Wednesday, February 6, 2019

The Number Fortys: Huey Lewis and the News - "I Want a New Drug"

In The Number Fortys, we review every song that was sitting at #40 on the Billboard chats, starting in the first week of January 1984, right around the time this writer became cognizant/obsessive about music. The seeds for the idea came from Tom Breihan's Number Ones column over at Stereogum. However, we here at k-postpunk believe that the bottom is more interesting than the top (and obscurity is more interesting than either).

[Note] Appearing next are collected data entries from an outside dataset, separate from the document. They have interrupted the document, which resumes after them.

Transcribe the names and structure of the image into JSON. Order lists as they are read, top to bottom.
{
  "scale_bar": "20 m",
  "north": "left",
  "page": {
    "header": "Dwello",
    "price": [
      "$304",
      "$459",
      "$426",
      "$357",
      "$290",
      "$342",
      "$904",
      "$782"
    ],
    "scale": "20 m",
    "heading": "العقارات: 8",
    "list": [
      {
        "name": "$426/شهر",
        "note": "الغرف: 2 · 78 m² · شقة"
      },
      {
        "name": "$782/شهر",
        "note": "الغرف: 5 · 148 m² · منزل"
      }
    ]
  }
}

There's a lot of fun stuff to know about Huey Lewis and the News. Lead singer Huey Lewis, back when he was Hugh Cregg, sweet-talked a flight attendant into letting him onto a Transatlantic flight without paying (airports in the 70s were a different place, man). Some of the News backed up Elvis Costello on his debut album My Aim Is True (every Costello album after is light years better than his debut up until Trust). Also there's that American Psycho cultural analysis. And the fact that Ray Parker Jr. ripped off the subject of this post for "Ghostbusters." Lots of fun stories about HLatN.

Unfortunately, the music isn't much fun at all. 1982's "Do You Believe In Love" is a hooky fusion of new wave and doo-wop backing vocals (it's either a 5 or a 6, depending on my need for melodic bliss). And they have a #1 coming up next year that is a great piece of pop. Maybe the problem is that HLatN could be a terrific pop band, but all they really wanted to do was rock. Or maybe the problem is that their definition of rock was so narrow and boomer-centric. Or maybe they just happened to be a white rock band making slick videos soundtracked by hooky songs at a time when Mtv played mostly white rock bands, and therefore ended up being pulled out of relative obscurity into a massive audience.

Regardless, "I Want a New Drug," while titled like a Ramones song, sounds like a beer commercial.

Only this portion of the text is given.